___ Exercise input

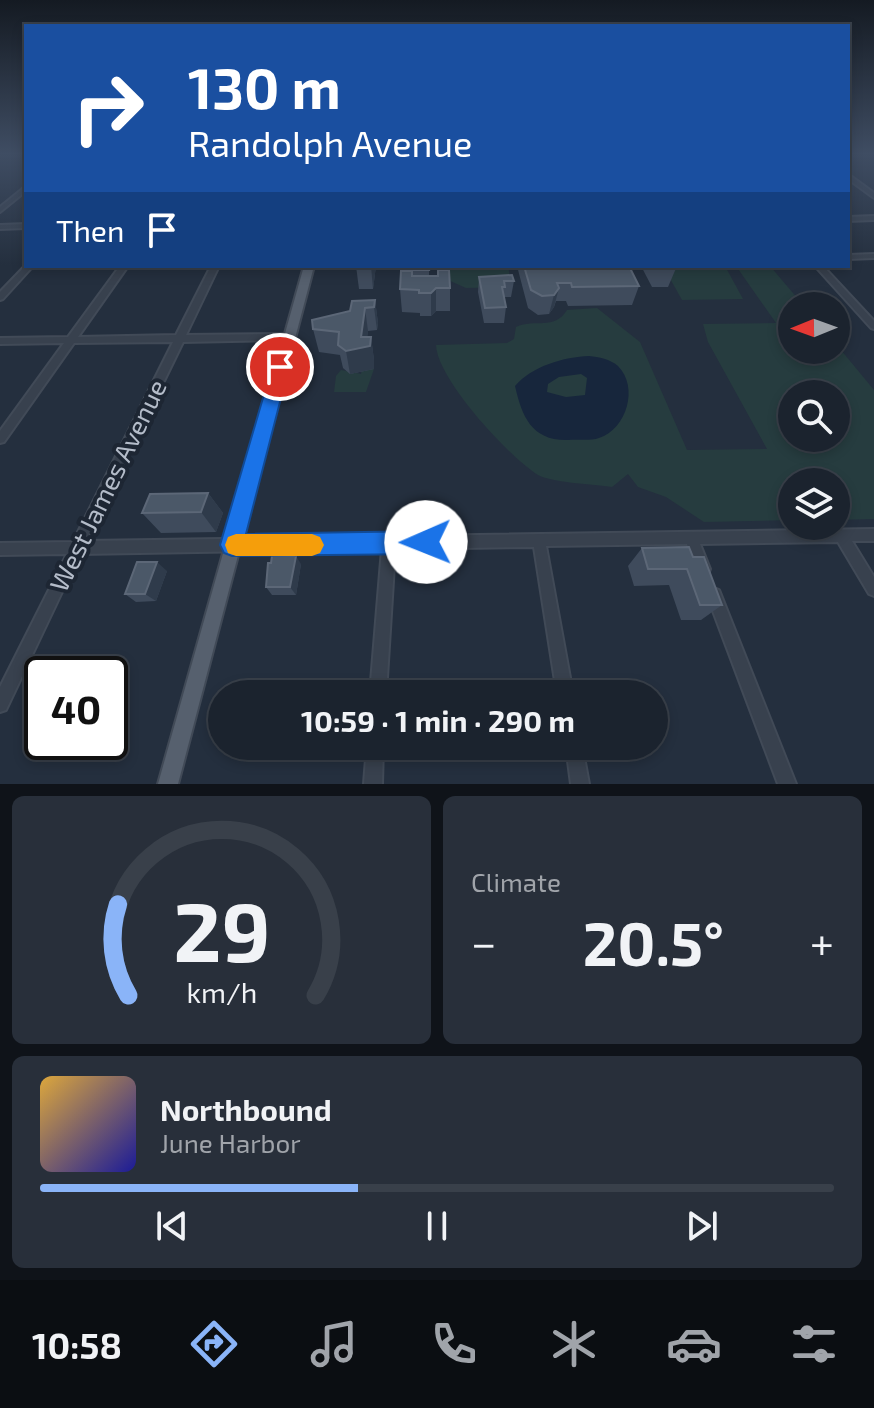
<!DOCTYPE html>
<html lang="en">
<head>
<meta charset="utf-8">
<style>
	:root { --surface:#1b232e; --page:#282f3a; --text:#f1f3f6; --muted:#a0a4aa; --line:#39404a; --accent:#8ab4f8 }
	body { margin:0; font-family:"Exo 2",sans-serif; background:var(--page); color:var(--text); height:100vh; display:flex; flex-direction:column; font-size:30px; white-space:nowrap }
	* { box-sizing:border-box; margin:0 }
	p { font-size:26px; color:var(--muted) }
	.icon { flex:none; width:44px; height:44px; fill:none; stroke:currentColor; stroke-width:2; stroke-linecap:round; stroke-linejoin:round }
	.map { position:relative; height:784px; overflow:hidden }
	.drawer { display:flex; flex-direction:column; gap:12px; padding:12px; background:#0f1319; flex:1 }
	.drawer>* { flex:none }
	.hud { position:absolute; left:24px; top:24px; width:826px; height:244px; border-radius:0px; box-shadow:0 4px 12px #0003,0 0 0 2px var(--line); background:#1a4fa0; color:#fff; overflow:hidden }
	.needle { width:52px; rotate:269deg }
	.buttons { position:absolute; left:778px; top:292px; display:grid; gap:16px }
	.buttons a { display:grid; place-items:center; width:72px; height:72px; border-radius:50%; background:var(--surface); box-shadow:0 4px 12px #0003,0 0 0 2px var(--line); font-size:40px }
	.speed { position:absolute; left:24px; top:656px; display:flex; gap:16px; font-size:40px; font-weight:700; text-align:center }
	.speed>* { display:grid; place-content:center; width:104px; height:104px; border-radius:50%; background:var(--surface); box-shadow:0 4px 12px #0003,0 0 0 2px var(--line); line-height:1 }
	.speed .limit { border:4px solid #111; border-radius:12px; background:#fff; color:#111 }
	.pin { position:absolute; display:grid; place-items:center; width:68px; height:68px; color:#fff; margin:-34px; border:4px solid #fff; border-radius:50%; box-shadow:0 2px 8px #0007 }
	.me { position:absolute; width:88px; margin:-44px; rotate:269deg; stroke-linejoin:round; filter:drop-shadow(0 0 6px #0008) }
	.turn { display:flex; align-items:center; gap:28px; height:168px; padding:0 32px; font-size:36px }
	.turn .icon { width:104px; height:104px; stroke-width:2.5 }
	.turn b { display:block; font-size:56px; line-height:68px }
	.then { display:flex; align-items:center; height:76px; padding:0 32px; background:#0003; gap:16px; font-size:30px }
	.big { font-size:60px; font-weight:700; line-height:1.1 }
	.drawer .card { flex:1; display:flex; flex-direction:column; justify-content:center; gap:12px; min-width:0; padding:0 28px; border-radius:12px; background:var(--page) }
	.drawer .dial { align-items:center; gap:0 }
	.dial svg { height:208px; overflow:visible; fill:none; stroke:var(--line); stroke-width:7; stroke-linecap:round; text-anchor:middle }
	.dial text { fill:var(--text); stroke:none }
	.song { display:flex; align-items:center; gap:24px }
	.cover { width:96px; height:96px; border-radius:12px; background:linear-gradient(135deg,hsl(40 70% 55%),hsl(240 70% 35%)) }
	.played { height:8px; border-radius:4px; background:linear-gradient(90deg,var(--accent) 40%,var(--line) 40%) }
	.keys { display:flex; justify-content:space-around; direction:ltr }
	.heat { display:flex; justify-content:space-between; align-items:center; font-size:44px; direction:ltr }
	.drawer .tiles { flex:1; display:grid; gap:12px; grid-template-columns:1fr 1fr }
	.card:last-child { grid-column:span 2 }
	.trip { position:absolute; left:208px; top:680px; width:460px; height:80px; border-radius:40px; background:var(--surface); box-shadow:0 4px 12px #0003,0 0 0 2px var(--line); font-weight:700; line-height:80px; text-align:center }
	.menu { display:flex; height:128px; justify-content:space-around; align-items:center; background:#0b0e12; color:var(--muted) }
	.menu .icon { width:56px; height:56px }
	.menu .selected { color:var(--accent) }
	.menu b { font-size:36px; color:var(--text) }
	.map>svg:first-child { display:block }
	.green { fill:#263c3f; fill-rule:evenodd }
	.water { fill:#17263c; fill-rule:evenodd }
	.lines { fill:none; stroke-linecap:round; stroke-linejoin:round }
	.minor-casing { stroke:#414a57; stroke-width:4 }
	.major-casing { stroke:#414a57; stroke-width:4 }
	.minor { fill:#38414e; fill-rule:evenodd }
	.major { fill:#56606e; fill-rule:evenodd }
	.wall { fill:#3f4b5c }
	.shaded-wall { fill:#2f3b4b }
	.building { fill:#4b5868; stroke:#5c6777; stroke-width:2 }
	.route { fill:#1a73e8; stroke:#114b97; stroke-width:2 }
	.slow { fill:#f59e0b }
	.labels { text-anchor:middle; dominant-baseline:central; stroke-width:8; stroke-linejoin:round; paint-order:stroke }
	.street-label { font-size:26px; fill:#b4bcc9; stroke:#1d2633 }
</style>
</head>
<body>
<div class="map">
<svg width="874" height="784" viewBox="0 0 874 784">
	<rect width="100%" height="100%" fill="#242f3e"/>
	<g class="green">
		<polygon points="447,266 508,266 512,287 466,288 448,280"/>
		<polygon points="663,266 725,266 743,299 682,300"/>
		<path d="M736,266H770L804,306H792V350H836V344L874,390V519L836,520V482H792V520L704,522L666,497L638,487L628,474L612,487C594,484 553,483 538,475C508,456 437,379 436,345L507,343L514,339L516,327C535,318 554,331 567,310L597,308L640,342L687,450L767,449L708,342L703,324L776,323ZM792,394H836V438H792Z"/>
		<polygon points="362,369 374,369 366,392 334,392 336,376 341,370 361,374"/>
	</g>
	<path class="water" d="M589,356C599,357 610,359 618,366C639,387 627,429 599,438C591,441 578,439 568,440C532,441 522,417 515,386C532,366 564,357 589,356ZM581,374L587,378L585,395L566,397L547,392L548,384L559,377Z"/>
	<g class="lines">
		<g class="minor-casing">
			<g id="minor">
				<polygon points="848,174 874,193 874,198 848,179"/>
				<polygon points="26,186 26,191 0,212 0,207"/>
				<polygon points="874,216 874,220 848,221 848,217"/>
				<polygon points="26,224 26,228 0,229 0,225"/>
				<polygon points="874,254 874,258 848,259 848,255"/>
				<polygon points="26,265 26,266 33,266 3,299 0,300 0,292"/>
				<polygon points="120,266 128,266 78,337 176,335 211,266 219,266 186,335 289,334 294,337 289,340 183,342 86,541 874,529 874,541 852,541 874,577 874,596 869,594 838,542 700,544 710,569 708,574 703,576 698,574 687,544 546,546 573,694 557,694 534,547 395,549 386,694 370,694 382,549 80,554 6,710 0,712 0,687 67,554 0,555 0,543 73,542 173,342 74,343 4,442 0,443 0,431 64,343 0,344 0,338 68,337"/>
				<polygon points="815,266 823,266 874,321 874,329 871,328"/>
				<polygon points="714,588 719,590 796,784 778,784 707,595 709,590"/>
				<polygon points="367,746 383,746 382,784 364,784"/>
				<polygon points="566,746 582,746 589,784 571,784"/>
			</g>
		</g>
		<g class="major-casing">
			<polygon id="major" points="304,266 314,266 178,784 158,784"/>
		</g>
		<use href="#minor" class="minor"/>
		<use href="#major" class="major"/>
	</g>
	<g class="wall">
		<polygon points="356,266 376,266 373,289 359,289"/>
		<polygon points="413,266 429,270 429,276 450,288 450,311 436,311 431,316 420,316 420,313 402,312 400,289 413,276"/>
		<polygon points="517,266 629,266 639,286 632,305 568,306 566,301 556,301 554,307 549,314 538,315 528,308"/>
		<polygon points="641,266 677,266 668,287 652,287"/>
		<polygon points="479,277 514,281 511,297 504,297 506,307 504,323 484,323 478,292"/>
		<polygon points="375,300 378,323 377,330 368,331 367,337 371,337 374,360 374,369 350,374 343,368 340,355 319,352 313,329"/>
		<polygon points="208,493 223,513 216,532 161,533 142,513"/>
		<polygon points="642,548 693,557 722,605 701,620 681,620 669,585 634,586 628,566"/>
		<polygon points="301,564 296,595 272,595 266,587"/>
		<polygon points="167,571 156,601 136,602 125,594"/>
	</g>
	<g class="shaded-wall">
		<polygon points="371,266 376,266 373,289"/>
		<polygon points="436,288 436,311 431,316 431,293"/>
		<polygon points="559,288 554,307 549,314 554,295"/>
		<polygon points="375,300 378,323 377,330 374,307"/>
		<polygon points="365,308 368,331 366,347 371,337 374,360 374,369 350,374 346,351 361,337"/>
		<polygon points="208,493 223,513 216,532 201,512"/>
		<polygon points="296,556 301,564 296,595 290,587"/>
		<polygon points="157,562 167,571 156,601 145,594"/>
	</g>
	<g class="building">
		<polygon points="413,266 428,266 429,270 413,270"/>
		<polygon points="524,266 629,266 639,286 572,287 571,283 557,283 559,288 554,295 542,296 531,290"/>
		<polygon points="438,270 449,270 450,288 436,288 431,293 419,293 419,290 400,289 401,271 412,271 412,276 438,276"/>
		<polygon points="512,275 514,281 504,281 505,287 502,287 506,307 485,308 479,277"/>
		<polygon points="375,300 374,307 365,308 361,337 371,337 370,346 346,351 338,345 339,332 313,329 312,320 350,311 352,301"/>
		<polygon points="208,493 201,512 142,513 150,494"/>
		<polygon points="689,547 693,557 704,557 722,605 700,605 687,569 648,569 642,548"/>
		<polygon points="272,556 296,556 290,587 266,587 268,563 271,563"/>
		<polygon points="137,562 157,562 145,594 125,594"/>
	</g>
	<linearGradient id="sky" x2="0" y2="1"><stop stop-color="#141a22"/><stop offset="0.58" stop-color="#3f4d63"/><stop offset="1" stop-color="#3f4d63" stop-opacity="0"/></linearGradient>
	<rect width="874" height="265" fill="url(#sky)"/>
	<polygon class="route" points="280,361 289,367 246,534 426,531 434,535 438,542 434,550 426,554 232,556 224,553 220,545 272,367"/>
	<polygon class="slow" points="236,534 312,534 320,537 324,545 320,553 312,556 236,556 228,553 225,545 228,537"/>
	<g class="labels">
		<g class="street-label">
			<text transform="translate(107 485) rotate(-64)">West James Avenue</text>
		</g>
	</g>
</svg>
<div class="buttons">
<a><svg class="needle" viewBox="-14 -14 28 28"><path d="M0-13l5 13h-10z" fill="#e53935"/><path d="M0 13l5-13h-10z" fill="#a0a4aa"/></svg></a>
<a><svg class="icon" aria-label="search" viewBox="0 0 24 24"><circle cx="10" cy="10" r="6"/><path d="M15 15l6 6"/></svg></a>
<a><svg class="icon" aria-label="layers" viewBox="0 0 24 24"><path d="M12 4l9 5-9 5-9-5zM3 14l9 5 9-5"/></svg></a>
</div>
<div class="speed"><div class="limit">40</div></div>
<div class="pin" style="left:280px;top:367px;background:#d93025"><svg class="icon" aria-label="arrive" viewBox="0 0 24 24"><path d="M6 21V4h12l-3 4 3 4H6"/></svg></div>
<svg class="me" style="left:426px;top:542px" viewBox="-20 -20 40 40"><circle r="19" fill="#fff"/><path d="M0-13L10 11 0 6-10 11z" fill="#1a73e8"/></svg>
<div class="trip">10:59 · 1 min · 290 m</div>
<div class="hud">
<div class="turn"><svg class="icon" aria-label="right" viewBox="0 0 24 24"><path d="M7 20v-9h11M14 6l5 5-5 5"/></svg><div><b>130 m</b>Randolph Avenue</div></div>
<div class="then">Then<svg class="icon" aria-label="arrive" viewBox="0 0 24 24"><path d="M6 21V4h12l-3 4 3 4H6"/></svg></div>
</div>
</div>
<section class="drawer">
<div class="tiles">
<div class="card dial"><svg viewBox="0 0 100 80">
<path d="M14 69A42 42 0 1 1 86 69"/>
<path d="M14 69A42 42 0 0 1 10 34" stroke="#8ab4f8"/>
<text x="50" y="56" font-size="32" font-weight="700">29</text>
<text x="50" y="72" font-size="11">km/h</text>
</svg></div>
<div class="card"><p>Climate</p>
<div class="heat"><a>−</a><b class="big">20.5°</b><a>+</a></div>
</div>
<div class="card">
<div class="song"><i class="cover"></i><div><b>Northbound</b><p>June Harbor</p></div></div>
<div class="played"></div>
<div class="keys"><svg class="icon" aria-label="previous" viewBox="0 0 24 24"><path d="M18 5L8 12l10 7zM5 5v14"/></svg><svg class="icon" aria-label="pause" viewBox="0 0 24 24"><path d="M8 5v14M16 5v14"/></svg><svg class="icon" aria-label="next" viewBox="0 0 24 24"><path d="M6 5l10 7-10 7zM19 5v14"/></svg></div>
</div>
</div>
</section>
<nav class="menu">
<b>10:58</b>
<svg class="icon selected" aria-label="directions" viewBox="0 0 24 24"><path d="M12 3l9 9-9 9-9-9zM9 14v-3h6M13 9l2 2-2 2"/></svg>
<svg class="icon" aria-label="music" viewBox="0 0 24 24"><path d="M9 18V5l10-2v13"/><circle cx="6" cy="18" r="3"/><circle cx="16" cy="16" r="3"/></svg>
<svg class="icon" aria-label="phone" viewBox="0 0 24 24"><path d="M5 4h4l2 5-3 2q2 4 5 5l2-3 5 2v4C11 20 4 13 5 4z"/></svg>
<svg class="icon" aria-label="climate" viewBox="0 0 24 24"><path d="M12 3v18M4 7l16 10M4 17L20 7"/></svg>
<svg class="icon" aria-label="car" viewBox="0 0 24 24"><path d="M5 17H2v-5l4-1 3-4h7l3 4 3 1v5h-3M9 17h6M6 11h13"/><circle cx="7" cy="17" r="2"/><circle cx="17" cy="17" r="2"/></svg>
<svg class="icon" aria-label="filters" viewBox="0 0 24 24"><path d="M4 7h16M4 17h16"/><circle cx="9" cy="7" r="2"/><circle cx="15" cy="17" r="2"/></svg>
</nav>
</body>
</html>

______

[Action item]
Print, without alteration, only the lines above between the one holding "border:4px solid #111;" and the one holding "flex:1; display:flex; flex-direction:column;", inclusive.

[Answer for the task]
	.speed .limit { border:4px solid #111; border-radius:12px; background:#fff; color:#111 }
	.pin { position:absolute; display:grid; place-items:center; width:68px; height:68px; color:#fff; margin:-34px; border:4px solid #fff; border-radius:50%; box-shadow:0 2px 8px #0007 }
	.me { position:absolute; width:88px; margin:-44px; rotate:269deg; stroke-linejoin:round; filter:drop-shadow(0 0 6px #0008) }
	.turn { display:flex; align-items:center; gap:28px; height:168px; padding:0 32px; font-size:36px }
	.turn .icon { width:104px; height:104px; stroke-width:2.5 }
	.turn b { display:block; font-size:56px; line-height:68px }
	.then { display:flex; align-items:center; height:76px; padding:0 32px; background:#0003; gap:16px; font-size:30px }
	.big { font-size:60px; font-weight:700; line-height:1.1 }
	.drawer .card { flex:1; display:flex; flex-direction:column; justify-content:center; gap:12px; min-width:0; padding:0 28px; border-radius:12px; background:var(--page) }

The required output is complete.